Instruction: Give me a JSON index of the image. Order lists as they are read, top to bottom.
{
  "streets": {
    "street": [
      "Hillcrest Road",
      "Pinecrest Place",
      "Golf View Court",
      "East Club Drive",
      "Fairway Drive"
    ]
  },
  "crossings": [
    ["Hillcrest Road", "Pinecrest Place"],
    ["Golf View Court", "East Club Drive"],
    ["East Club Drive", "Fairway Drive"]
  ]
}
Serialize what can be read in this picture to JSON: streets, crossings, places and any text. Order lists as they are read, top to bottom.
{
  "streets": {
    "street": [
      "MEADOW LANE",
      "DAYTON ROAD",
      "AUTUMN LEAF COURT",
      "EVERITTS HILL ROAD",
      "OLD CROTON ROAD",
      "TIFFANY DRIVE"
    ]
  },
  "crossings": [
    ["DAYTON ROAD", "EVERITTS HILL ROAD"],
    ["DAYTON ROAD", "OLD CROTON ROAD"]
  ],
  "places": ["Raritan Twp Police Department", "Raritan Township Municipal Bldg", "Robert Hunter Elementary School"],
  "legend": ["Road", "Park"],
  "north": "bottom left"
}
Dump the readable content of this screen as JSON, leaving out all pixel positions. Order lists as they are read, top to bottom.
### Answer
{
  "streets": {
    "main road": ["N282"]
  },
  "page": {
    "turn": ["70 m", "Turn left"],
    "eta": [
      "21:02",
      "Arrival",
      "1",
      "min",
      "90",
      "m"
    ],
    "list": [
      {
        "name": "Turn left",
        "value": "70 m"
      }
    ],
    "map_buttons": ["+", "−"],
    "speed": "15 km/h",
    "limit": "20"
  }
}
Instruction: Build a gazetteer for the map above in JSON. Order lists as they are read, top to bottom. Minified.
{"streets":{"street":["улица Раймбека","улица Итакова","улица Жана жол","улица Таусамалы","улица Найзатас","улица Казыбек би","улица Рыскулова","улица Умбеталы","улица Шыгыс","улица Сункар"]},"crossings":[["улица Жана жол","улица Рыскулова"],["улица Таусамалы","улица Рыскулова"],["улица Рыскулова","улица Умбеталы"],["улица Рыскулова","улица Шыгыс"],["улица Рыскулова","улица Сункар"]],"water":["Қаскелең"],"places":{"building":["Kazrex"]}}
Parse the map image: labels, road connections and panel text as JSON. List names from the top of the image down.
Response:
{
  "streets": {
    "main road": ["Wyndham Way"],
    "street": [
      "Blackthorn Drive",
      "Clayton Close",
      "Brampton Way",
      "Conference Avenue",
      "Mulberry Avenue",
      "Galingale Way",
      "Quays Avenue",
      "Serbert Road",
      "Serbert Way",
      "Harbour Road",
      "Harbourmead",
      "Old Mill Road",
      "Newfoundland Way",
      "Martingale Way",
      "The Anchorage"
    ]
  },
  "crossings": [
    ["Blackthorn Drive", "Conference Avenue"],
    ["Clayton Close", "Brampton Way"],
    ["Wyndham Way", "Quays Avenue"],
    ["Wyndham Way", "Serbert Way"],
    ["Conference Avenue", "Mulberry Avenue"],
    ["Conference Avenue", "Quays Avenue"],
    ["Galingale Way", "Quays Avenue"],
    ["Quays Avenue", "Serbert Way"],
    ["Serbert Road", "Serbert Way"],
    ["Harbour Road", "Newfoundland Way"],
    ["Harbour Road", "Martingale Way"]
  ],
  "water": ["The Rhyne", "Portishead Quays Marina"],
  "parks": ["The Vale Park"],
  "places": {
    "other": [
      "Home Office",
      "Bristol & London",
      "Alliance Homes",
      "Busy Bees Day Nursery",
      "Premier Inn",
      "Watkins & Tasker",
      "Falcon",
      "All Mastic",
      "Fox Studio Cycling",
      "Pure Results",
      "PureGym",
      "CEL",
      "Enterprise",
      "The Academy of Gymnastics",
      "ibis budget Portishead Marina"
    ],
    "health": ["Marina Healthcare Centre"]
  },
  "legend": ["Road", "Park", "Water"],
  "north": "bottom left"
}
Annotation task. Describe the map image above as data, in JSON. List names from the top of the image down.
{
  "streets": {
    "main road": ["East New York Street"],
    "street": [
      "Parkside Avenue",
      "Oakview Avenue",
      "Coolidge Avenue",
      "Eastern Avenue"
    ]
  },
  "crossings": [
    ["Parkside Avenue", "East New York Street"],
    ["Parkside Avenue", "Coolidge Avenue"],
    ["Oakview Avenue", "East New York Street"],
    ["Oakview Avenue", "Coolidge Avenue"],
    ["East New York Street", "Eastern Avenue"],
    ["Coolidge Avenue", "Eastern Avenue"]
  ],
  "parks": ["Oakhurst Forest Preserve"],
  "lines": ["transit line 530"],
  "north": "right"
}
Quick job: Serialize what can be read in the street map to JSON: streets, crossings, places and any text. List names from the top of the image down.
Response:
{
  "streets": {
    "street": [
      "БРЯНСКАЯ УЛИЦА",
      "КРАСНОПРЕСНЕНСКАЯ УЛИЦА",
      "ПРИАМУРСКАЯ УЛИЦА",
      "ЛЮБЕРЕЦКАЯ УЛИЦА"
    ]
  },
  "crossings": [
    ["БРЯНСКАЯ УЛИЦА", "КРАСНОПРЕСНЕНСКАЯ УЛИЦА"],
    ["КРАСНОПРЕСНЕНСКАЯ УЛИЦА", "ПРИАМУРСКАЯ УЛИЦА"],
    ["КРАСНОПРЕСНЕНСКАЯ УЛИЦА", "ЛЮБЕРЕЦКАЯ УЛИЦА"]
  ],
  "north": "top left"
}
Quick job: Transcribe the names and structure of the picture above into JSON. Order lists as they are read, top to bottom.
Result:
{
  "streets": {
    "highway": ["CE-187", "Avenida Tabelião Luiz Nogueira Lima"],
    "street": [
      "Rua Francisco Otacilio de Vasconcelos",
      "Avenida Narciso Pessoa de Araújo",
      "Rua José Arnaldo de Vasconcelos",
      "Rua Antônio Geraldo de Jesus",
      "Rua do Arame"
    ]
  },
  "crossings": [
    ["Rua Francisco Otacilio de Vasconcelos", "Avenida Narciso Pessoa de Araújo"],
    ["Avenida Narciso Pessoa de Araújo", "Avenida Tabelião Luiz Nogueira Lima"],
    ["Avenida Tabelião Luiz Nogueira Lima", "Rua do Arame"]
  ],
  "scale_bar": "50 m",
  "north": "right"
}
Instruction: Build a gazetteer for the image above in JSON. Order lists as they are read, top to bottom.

━━━━━━━━━━━━━━━━━━━━

Problem requirements » Copy each line holding "Quick" from the material above.

Written response »
Quick job: Serialize what can be read in the street map to JSON: streets, crossings, places and any text. List names from the top of the image down.
Quick job: Transcribe the names and structure of the picture above into JSON. Order lists as they are read, top to bottom.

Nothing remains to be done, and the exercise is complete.